Task requirements: Here is the task for the records below: repeat exactly the lines from the one with "355px,142px 356px,142px 425px,27px" to the one with "389px,745px 403px,741px 432px,779px", both included, and nothing else.

Dataset excerpts:
· · ·
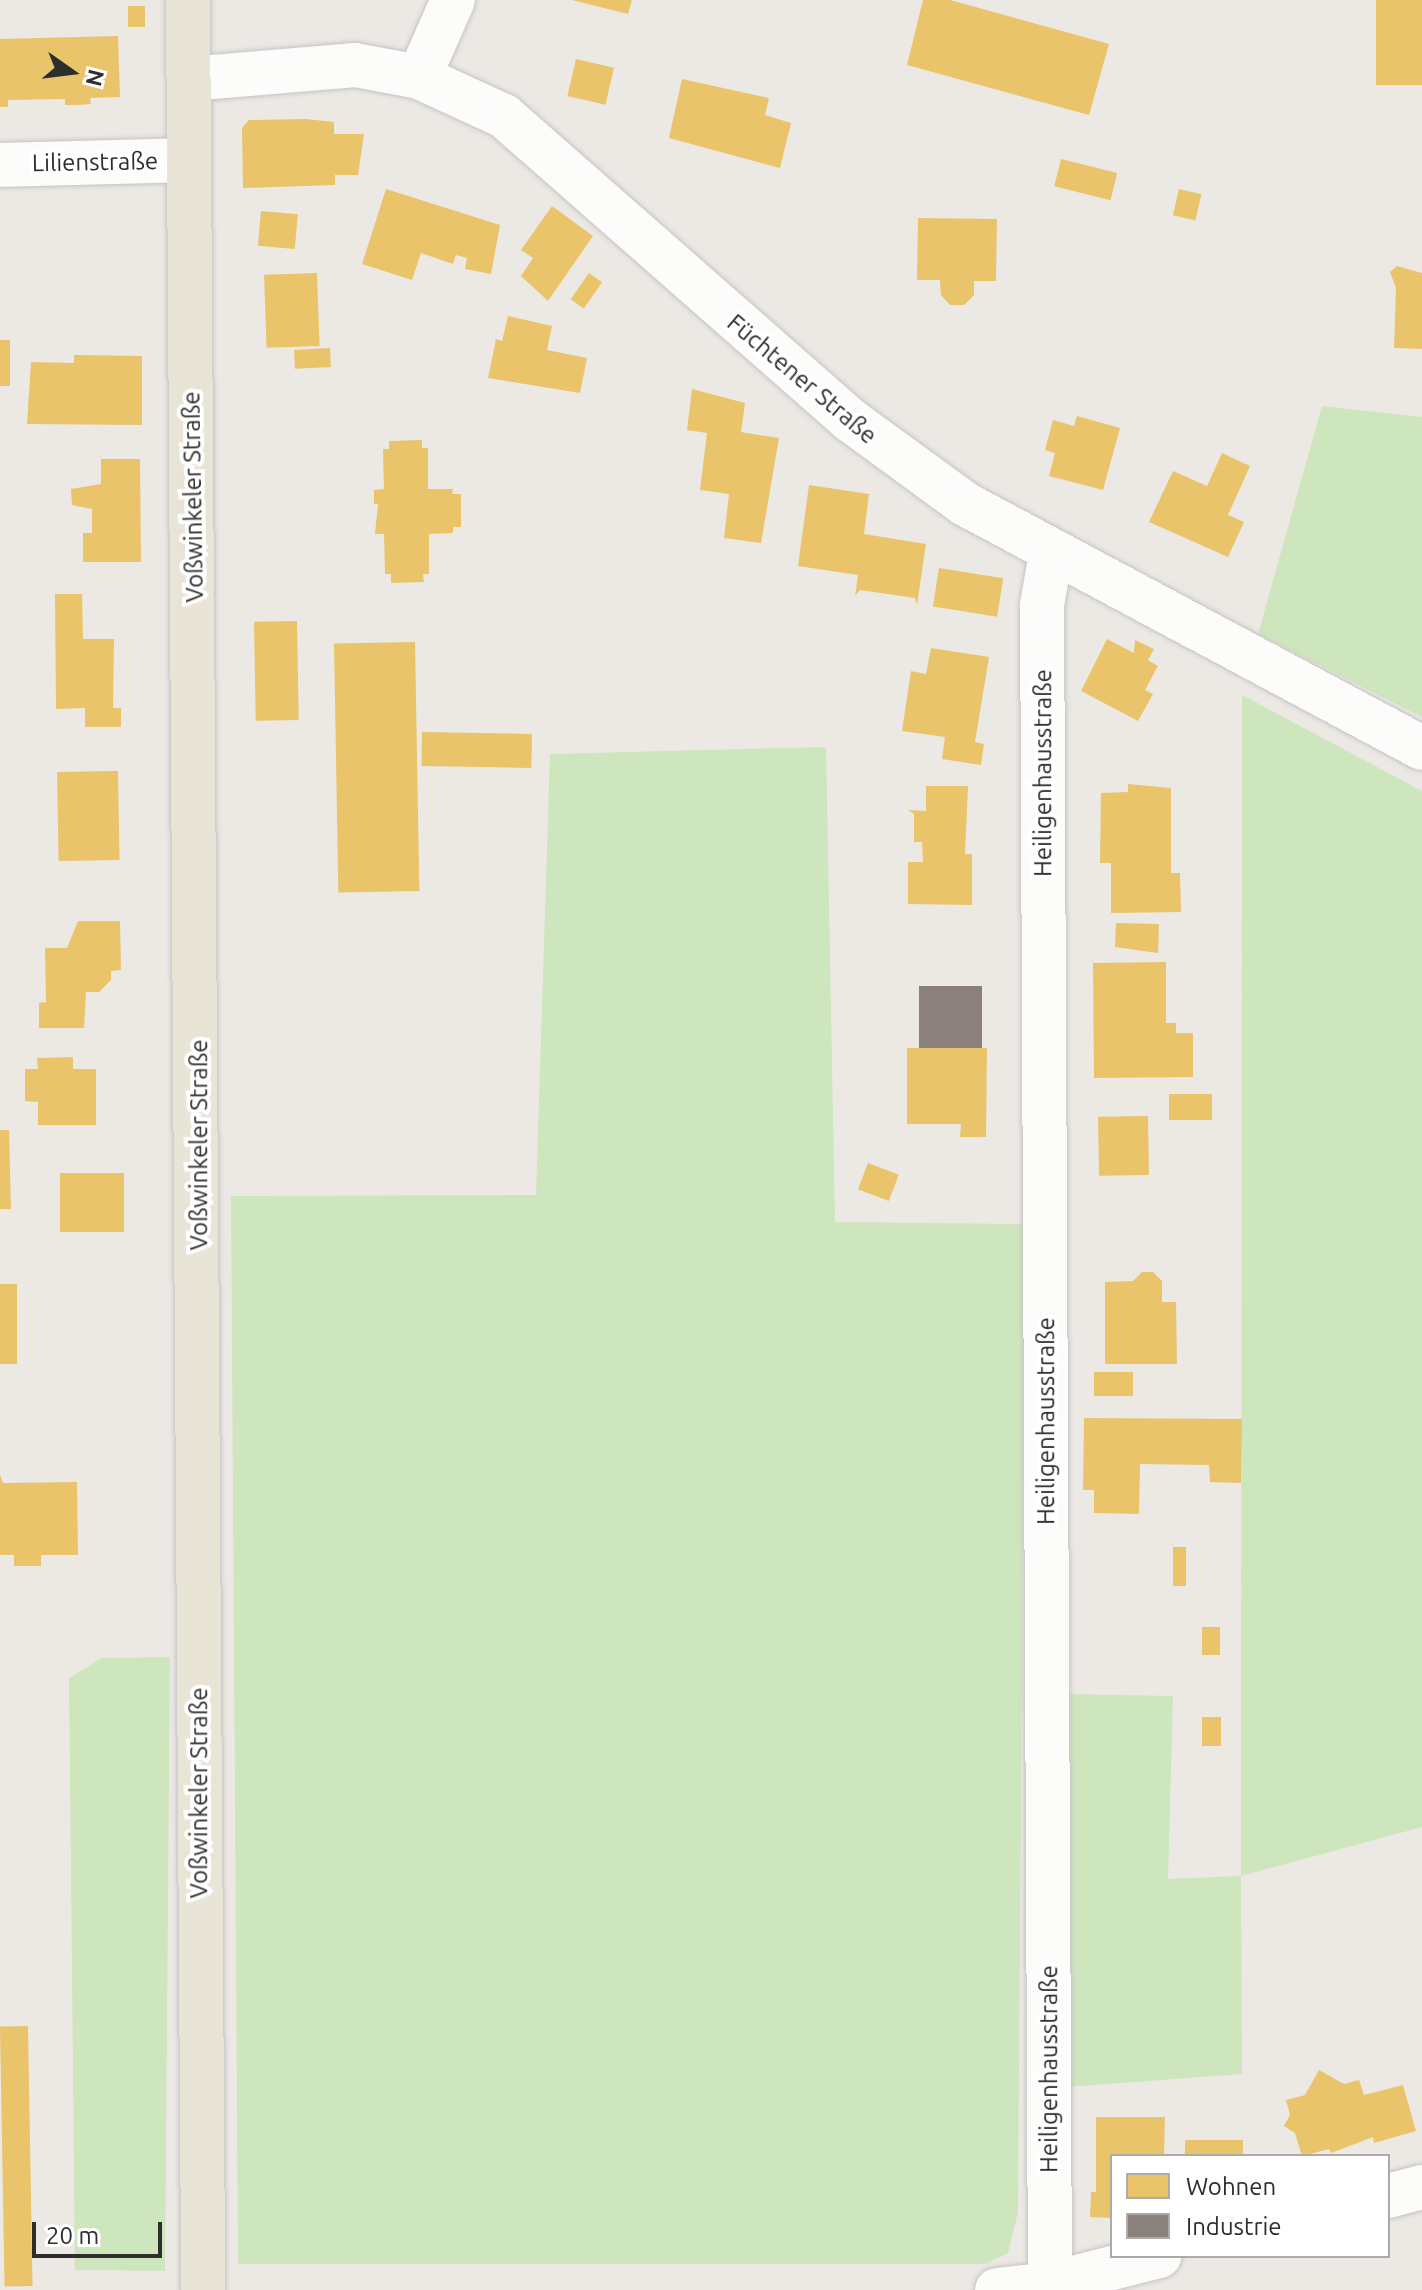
<!DOCTYPE html>
<html>
<head>
<meta charset="utf-8">
<style>
  body { margin:0 }
  #map { position:relative; width:1422px; height:2290px; overflow:hidden; background:#ece8e4; font-family:Ubuntu,sans-serif }
  div>[style] { position:absolute }
  .green>* { inset:0; background:#cee6be }
  .homes>* { inset:0; background:#e9c46a; transform-origin:0 0 }
  .industry>* { inset:0; background:#8a817c; transform-origin:0 0 }
  .roads { filter:drop-shadow(0 0 2px #c5c4c5) drop-shadow(0 0 2px #c5c4c5) }
  .minor>* { height:44px; margin:-22px; padding:0 22px; transform-origin:22px; border-radius:22px; background:#fcfcfb }
  .major>* { height:44px; margin:-22px; padding:0 22px; transform-origin:22px; border-radius:22px; background:#e8e4d6 }
  span { translate:-50% -50%; white-space:nowrap; text-align:center; line-height:1.15; -webkit-text-stroke:8px #fff; paint-order:stroke }
  .street-label { font-size:24px; color:#2e2e2e }
  .legend { position:absolute; left:1110px; top:2154px; width:280px; height:104px; box-sizing:border-box; background:#fff; border:2px solid #ababab; margin:0; padding:10px 14px; list-style:none; font-size:24px; color:#2e2e2e }
  .legend li { display:flex; align-items:center; gap:16px; height:40px }
  .legend b { width:40px; border:2px solid #ababab }
  .north { position:absolute; left:32px; top:32px; width:80px; height:80px; -webkit-text-stroke:6px #fff; paint-order:stroke; rotate:104deg; font-size:22px; font-weight:700; line-height:32px; text-align:center; color:#2e2e2e }
  .north::after { content:''; display:block; margin:auto; width:28px; height:36px; background:#2e2e2e; clip-path:polygon(50% 0,100% 100%,50% 72%,0 100%) }
  .scale { position:absolute; left:32px; top:2222px; width:130px; height:36px; box-sizing:border-box; border:4px solid #2e2e2e; border-top:0; padding-left:10px; font-size:24px; line-height:28px; white-space:nowrap; color:#2e2e2e; -webkit-text-stroke:6px #fff; paint-order:stroke }
</style>
</head>
<body>
<div id="map">
  <div class="green">
    <div style="clip-path:polygon(1322px 406px,1422px 417px,1422px 717px,1258px 634px)"></div>
    <div style="clip-path:polygon(1242px 695px,1422px 791px,1422px 1827px,1241px 1876px,1242px 2074px,1066px 2087px,1062px 1694px,1173px 1696px,1168px 1879px,1241px 1876px)"></div>
    <div style="clip-path:polygon(826px 747px,835px 1222px,1025px 1224px,1018px 2212px,1008px 2253px,985px 2264px,238px 2264px,231px 1196px,536px 1195px,550px 754px)"></div>
    <div style="clip-path:polygon(170px 1657px,165px 2271px,75px 2270px,69px 1678px,102px 1658px)"></div>
  </div>
  <div class="homes">
    <div style="clip-path:polygon(572px 0,632px 0,628px 14px)"></div>
    <div style="clip-path:polygon(923px 0,950px 0,1109px 44px,1089px 115px,907px 65px)"></div>
    <div style="left:1376px;top:0;width:46px;height:85px"></div>
    <div style="left:128px;top:6px;width:17px;height:21px"></div>
    <div style="clip-path:polygon(118px 36px,120px 97px,90px 98px,91px 104px,78px 105px,65px 105px,65px 99px,8px 100px,8px 107px,0 107px,0 39px)"></div>
    <div style="left:576px;top:59px;width:39px;height:38px;rotate:13deg"></div>
    <div style="clip-path:polygon(682px 79px,769px 98px,765px 115px,791px 123px,780px 168px,669px 138px)"></div>
    <div style="clip-path:polygon(306px 119px,334px 122px,334px 134px,364px 134px,358px 175px,335px 175px,335px 185px,243px 188px,242px 128px,249px 120px)"></div>
    <div style="left:1061px;top:159px;width:58px;height:28px;rotate:14deg"></div>
    <div style="clip-path:polygon(386px 189px,500px 225px,491px 274px,465px 269px,467px 258px,456px 255px,453px 264px,421px 253px,412px 280px,362px 264px)"></div>
    <div style="left:1179px;top:189px;width:23px;height:27px;rotate:13deg"></div>
    <div style="clip-path:polygon(552px 206px,593px 236px,548px 301px,521px 276px,533px 258px,521px 250px)"></div>
    <div style="left:261px;top:211px;width:37px;height:35px;rotate:5deg"></div>
    <div style="clip-path:polygon(918px 218px,997px 219px,996px 281px,974px 281px,974px 295px,964px 305px,950px 305px,941px 295px,940px 280px,917px 280px)"></div>
    <div style="clip-path:polygon(1397px 266px,1422px 273px,1422px 349px,1394px 348px,1396px 288px,1390px 272px)"></div>
    <div style="left:317px;top:273px;width:73px;height:53px;rotate:88deg"></div>
    <div style="left:589px;top:273px;width:16px;height:32px;rotate:35deg"></div>
    <div style="clip-path:polygon(508px 316px,552px 326px,547px 350px,587px 358px,580px 393px,488px 378px,496px 339px,502px 341px)"></div>
    <div style="left:0;top:340px;width:10px;height:46px"></div>
    <div style="left:330px;top:348px;width:19px;height:36px;rotate:87deg"></div>
    <div style="clip-path:polygon(74px 355px,142px 356px,142px 425px,27px 424px,31px 362px,74px 363px)"></div>
    <div style="clip-path:polygon(692px 389px,745px 403px,741px 432px,779px 438px,761px 543px,724px 538px,729px 494px,700px 490px,707px 433px,687px 430px)"></div>
    <div style="clip-path:polygon(1077px 416px,1120px 428px,1103px 490px,1049px 476px,1055px 453px,1045px 450px,1053px 420px,1074px 426px)"></div>
    <div style="clip-path:polygon(422px 440px,422px 448px,428px 448px,428px 489px,453px 489px,452px 494px,461px 494px,461px 527px,453px 527px,453px 533px,429px 534px,429px 574px,423px 574px,424px 582px,391px 583px,391px 574px,385px 574px,384px 534px,375px 534px,378px 504px,374px 504px,374px 490px,384px 489px,383px 449px,389px 449px,389px 441px)"></div>
    <div style="clip-path:polygon(1222px 453px,1250px 466px,1228px 515px,1244px 522px,1228px 557px,1149px 522px,1173px 471px,1207px 486px)"></div>
    <div style="clip-path:polygon(101px 459px,140px 459px,141px 562px,83px 562px,83px 533px,92px 533px,92px 509px,72px 505px,71px 489px,101px 484px)"></div>
    <div style="clip-path:polygon(809px 485px,869px 494px,864px 534px,926px 544px,917px 605px,915px 598px,860px 590px,855px 596px,858px 575px,798px 566px)"></div>
    <div style="left:939px;top:568px;width:65px;height:39px;rotate:9deg"></div>
    <div style="clip-path:polygon(55px 594px,82px 594px,83px 639px,114px 639px,113px 708px,121px 708px,121px 727px,85px 727px,85px 708px,56px 709px)"></div>
    <div style="left:297px;top:621px;width:99px;height:43px;rotate:89deg"></div>
    <div style="clip-path:polygon(1107px 639px,1134px 653px,1135px 640px,1154px 649px,1148px 660px,1158px 666px,1145px 690px,1153px 694px,1138px 721px,1081px 691px)"></div>
    <div style="left:415px;top:642px;width:249px;height:81px;rotate:89deg"></div>
    <div style="clip-path:polygon(931px 648px,989px 657px,975px 742px,984px 744px,981px 765px,942px 759px,945px 737px,902px 731px,911px 671px,926px 674px)"></div>
    <div style="left:422px;top:732px;width:110px;height:34px;rotate:1deg"></div>
    <div style="left:118px;top:771px;width:89px;height:61px;rotate:89deg"></div>
    <div style="clip-path:polygon(1128px 784px,1171px 788px,1171px 873px,1180px 873px,1181px 912px,1111px 913px,1111px 863px,1100px 863px,1101px 793px,1128px 792px)"></div>
    <div style="clip-path:polygon(926px 786px,968px 786px,965px 854px,972px 854px,972px 905px,908px 904px,908px 862px,923px 862px,922px 842px,914px 842px,914px 814px,908px 810px,926px 811px)"></div>
    <div style="clip-path:polygon(78px 921px,120px 921px,121px 970px,111px 971px,111px 980px,99px 992px,86px 992px,84px 1028px,39px 1028px,39px 1003px,46px 1002px,45px 948px,67px 948px)"></div>
    <div style="clip-path:polygon(1116px 923px,1159px 924px,1158px 953px,1115px 947px)"></div>
    <div style="clip-path:polygon(1166px 962px,1166px 1023px,1176px 1023px,1176px 1033px,1193px 1033px,1193px 1077px,1094px 1078px,1093px 963px)"></div>
    <div style="clip-path:polygon(907px 1048px,987px 1048px,986px 1137px,960px 1137px,961px 1124px,907px 1124px)"></div>
    <div style="clip-path:polygon(73px 1057px,73px 1069px,96px 1069px,96px 1125px,38px 1125px,38px 1102px,25px 1101px,25px 1069px,38px 1069px,37px 1058px)"></div>
    <div style="left:1169px;top:1094px;width:43px;height:26px"></div>
    <div style="left:1148px;top:1116px;width:59px;height:50px;rotate:89deg"></div>
    <div style="clip-path:polygon(0 1130px,9px 1130px,11px 1209px,0 1209px)"></div>
    <div style="left:868px;top:1163px;width:33px;height:28px;rotate:21deg"></div>
    <div style="left:60px;top:1173px;width:64px;height:59px"></div>
    <div style="clip-path:polygon(1142px 1272px,1153px 1272px,1162px 1281px,1162px 1302px,1176px 1302px,1177px 1364px,1105px 1364px,1105px 1282px,1133px 1281px)"></div>
    <div style="left:17px;top:1284px;width:80px;height:17px;rotate:90deg"></div>
    <div style="left:1094px;top:1372px;width:39px;height:24px"></div>
    <div style="clip-path:polygon(1084px 1418px,1242px 1419px,1241px 1483px,1210px 1482px,1209px 1465px,1140px 1464px,1139px 1514px,1094px 1513px,1094px 1490px,1083px 1490px)"></div>
    <div style="clip-path:polygon(0 1475px,3px 1483px,77px 1482px,78px 1555px,41px 1555px,41px 1566px,14px 1566px,14px 1555px,0 1555px)"></div>
    <div style="left:1173px;top:1547px;width:13px;height:39px"></div>
    <div style="left:1202px;top:1627px;width:18px;height:28px"></div>
    <div style="left:1202px;top:1717px;width:19px;height:29px"></div>
    <div style="left:28px;top:2026px;width:260px;height:28px;rotate:89deg"></div>
    <div style="clip-path:polygon(1319px 2070px,1344px 2084px,1359px 2080px,1364px 2095px,1403px 2085px,1416px 2131px,1374px 2143px,1373px 2137px,1331px 2153px,1329px 2149px,1302px 2156px,1295px 2133px,1284px 2126px,1290px 2115px,1286px 2100px,1305px 2095px)"></div>
    <div style="clip-path:polygon(1096px 2117px,1165px 2117px,1164px 2156px,1112px 2156px,1112px 2218px,1090px 2217px,1091px 2192px,1096px 2192px)"></div>
    <div style="left:1185px;top:2140px;width:58px;height:16px"></div>
  </div>
  <div class="industry">
    <div style="left:919px;top:986px;width:63px;height:62px"></div>
  </div>
  <div class="roads">
    <div class="minor">
      <div style="left:419px;top:77px;width:84px;rotate:-66.2deg"></div>
      <div style="left:189px;top:79px;width:167px;rotate:-4.8deg"></div>
      <div style="left:355px;top:65px;width:65px;rotate:10.6deg"></div>
      <div style="left:419px;top:77px;width:94px;rotate:24.6deg"></div>
      <div style="left:504px;top:116px;width:461px;rotate:41.3deg"></div>
      <div style="left:850px;top:420px;width:142px;rotate:36.1deg"></div>
      <div style="left:965px;top:504px;width:518px;rotate:28.1deg"></div>
      <div style="left:0;top:165px;width:189px;rotate:-1.5deg"></div>
      <div style="left:1388px;top:2196px;width:35px;rotate:-15deg"></div>
      <div style="left:997px;top:2290px;width:53px;rotate:-6.5deg"></div>
      <div style="left:1050px;top:2284px;width:113px;rotate:-14.4deg"></div>
      <div style="left:1050px;top:2290px;width:1685px;rotate:-90.27deg"></div>
      <div style="left:1042px;top:605px;width:52px;rotate:-80deg"></div>
    </div>
    <div class="major">
      <div style="left:188px;top:0;width:2290px;rotate:89.62deg"></div>
    </div>
  </div>
  <div class="street-label">
    <span style="left:95px;top:162px;rotate:-1deg">Lilienstraße</span>
    <span style="left:802px;top:379px;rotate:40deg">Füchtener Straße</span>
    <span style="left:193px;top:497px;rotate:-91deg">Voßwinkeler Straße</span>
    <span style="left:1043px;top:773px;rotate:-90deg">Heiligenhausstraße</span>
    <span style="left:199px;top:1145px;rotate:-90deg">Voßwinkeler Straße</span>
    <span style="left:1046px;top:1421px;rotate:-90deg">Heiligenhausstraße</span>
    <span style="left:199px;top:1793px;rotate:-90deg">Voßwinkeler Straße</span>
    <span style="left:1049px;top:2069px;rotate:-90deg">Heiligenhausstraße</span>
  </div>
  <ul class="legend">
  <li><b style="height:22px;background:#e9c46a"></b>Wohnen</li>
  <li><b style="height:22px;background:#8a817c"></b>Industrie</li>
  </ul>
  <div class="north">N</div>
  <div class="scale">20 m</div>
</div>
</body>
</html>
· · ·
Finished task:
    <div style="clip-path:polygon(74px 355px,142px 356px,142px 425px,27px 424px,31px 362px,74px 363px)"></div>
    <div style="clip-path:polygon(692px 389px,745px 403px,741px 432px,779px 438px,761px 543px,724px 538px,729px 494px,700px 490px,707px 433px,687px 430px)"></div>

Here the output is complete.